- _Requirement_:
Print the records below verbatim.

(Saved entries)
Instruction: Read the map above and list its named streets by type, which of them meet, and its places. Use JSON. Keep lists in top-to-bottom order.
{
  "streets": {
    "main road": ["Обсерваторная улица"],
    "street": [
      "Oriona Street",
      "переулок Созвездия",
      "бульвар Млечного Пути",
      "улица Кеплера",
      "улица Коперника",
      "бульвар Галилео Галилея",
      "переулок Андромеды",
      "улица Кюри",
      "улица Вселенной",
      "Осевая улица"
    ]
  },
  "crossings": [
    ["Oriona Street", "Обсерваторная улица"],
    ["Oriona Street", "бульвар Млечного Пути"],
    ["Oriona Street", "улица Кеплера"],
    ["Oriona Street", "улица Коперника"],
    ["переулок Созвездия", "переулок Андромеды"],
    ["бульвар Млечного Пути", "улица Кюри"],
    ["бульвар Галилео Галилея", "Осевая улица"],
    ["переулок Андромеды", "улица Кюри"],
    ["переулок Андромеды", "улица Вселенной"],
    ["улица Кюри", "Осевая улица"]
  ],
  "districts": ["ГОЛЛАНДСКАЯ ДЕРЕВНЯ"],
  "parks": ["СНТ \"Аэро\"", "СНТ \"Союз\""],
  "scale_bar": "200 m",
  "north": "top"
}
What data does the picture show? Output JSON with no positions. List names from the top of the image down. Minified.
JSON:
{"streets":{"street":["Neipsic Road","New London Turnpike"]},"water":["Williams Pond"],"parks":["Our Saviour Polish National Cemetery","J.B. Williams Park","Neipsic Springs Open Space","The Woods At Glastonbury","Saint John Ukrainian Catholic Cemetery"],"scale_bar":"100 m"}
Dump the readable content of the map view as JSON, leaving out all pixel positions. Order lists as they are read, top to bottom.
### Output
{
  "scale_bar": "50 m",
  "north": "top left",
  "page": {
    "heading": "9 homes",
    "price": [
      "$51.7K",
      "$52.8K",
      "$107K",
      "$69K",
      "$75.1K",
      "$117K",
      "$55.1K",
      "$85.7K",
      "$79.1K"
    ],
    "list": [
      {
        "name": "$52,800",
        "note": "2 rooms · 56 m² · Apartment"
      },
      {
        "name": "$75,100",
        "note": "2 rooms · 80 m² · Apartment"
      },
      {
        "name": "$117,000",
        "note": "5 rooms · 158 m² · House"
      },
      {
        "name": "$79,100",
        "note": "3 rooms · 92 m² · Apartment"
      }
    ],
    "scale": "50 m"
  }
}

- _Answer section_:
Instruction: Read the map above and list its named streets by type, which of them meet, and its places. Use JSON. Keep lists in top-to-bottom order.
{
  "streets": {
    "main road": ["Обсерваторная улица"],
    "street": [
      "Oriona Street",
      "переулок Созвездия",
      "бульвар Млечного Пути",
      "улица Кеплера",
      "улица Коперника",
      "бульвар Галилео Галилея",
      "переулок Андромеды",
      "улица Кюри",
      "улица Вселенной",
      "Осевая улица"
    ]
  },
  "crossings": [
    ["Oriona Street", "Обсерваторная улица"],
    ["Oriona Street", "бульвар Млечного Пути"],
    ["Oriona Street", "улица Кеплера"],
    ["Oriona Street", "улица Коперника"],
    ["переулок Созвездия", "переулок Андромеды"],
    ["бульвар Млечного Пути", "улица Кюри"],
    ["бульвар Галилео Галилея", "Осевая улица"],
    ["переулок Андромеды", "улица Кюри"],
    ["переулок Андромеды", "улица Вселенной"],
    ["улица Кюри", "Осевая улица"]
  ],
  "districts": ["ГОЛЛАНДСКАЯ ДЕРЕВНЯ"],
  "parks": ["СНТ \"Аэро\"", "СНТ \"Союз\""],
  "scale_bar": "200 m",
  "north": "top"
}
What data does the picture show? Output JSON with no positions. List names from the top of the image down. Minified.
JSON:
{"streets":{"street":["Neipsic Road","New London Turnpike"]},"water":["Williams Pond"],"parks":["Our Saviour Polish National Cemetery","J.B. Williams Park","Neipsic Springs Open Space","The Woods At Glastonbury","Saint John Ukrainian Catholic Cemetery"],"scale_bar":"100 m"}
Dump the readable content of the map view as JSON, leaving out all pixel positions. Order lists as they are read, top to bottom.
### Output
{
  "scale_bar": "50 m",
  "north": "top left",
  "page": {
    "heading": "9 homes",
    "price": [
      "$51.7K",
      "$52.8K",
      "$107K",
      "$69K",
      "$75.1K",
      "$117K",
      "$55.1K",
      "$85.7K",
      "$79.1K"
    ],
    "list": [
      {
        "name": "$52,800",
        "note": "2 rooms · 56 m² · Apartment"
      },
      {
        "name": "$75,100",
        "note": "2 rooms · 80 m² · Apartment"
      },
      {
        "name": "$117,000",
        "note": "5 rooms · 158 m² · House"
      },
      {
        "name": "$79,100",
        "note": "3 rooms · 92 m² · Apartment"
      }
    ],
    "scale": "50 m"
  }
}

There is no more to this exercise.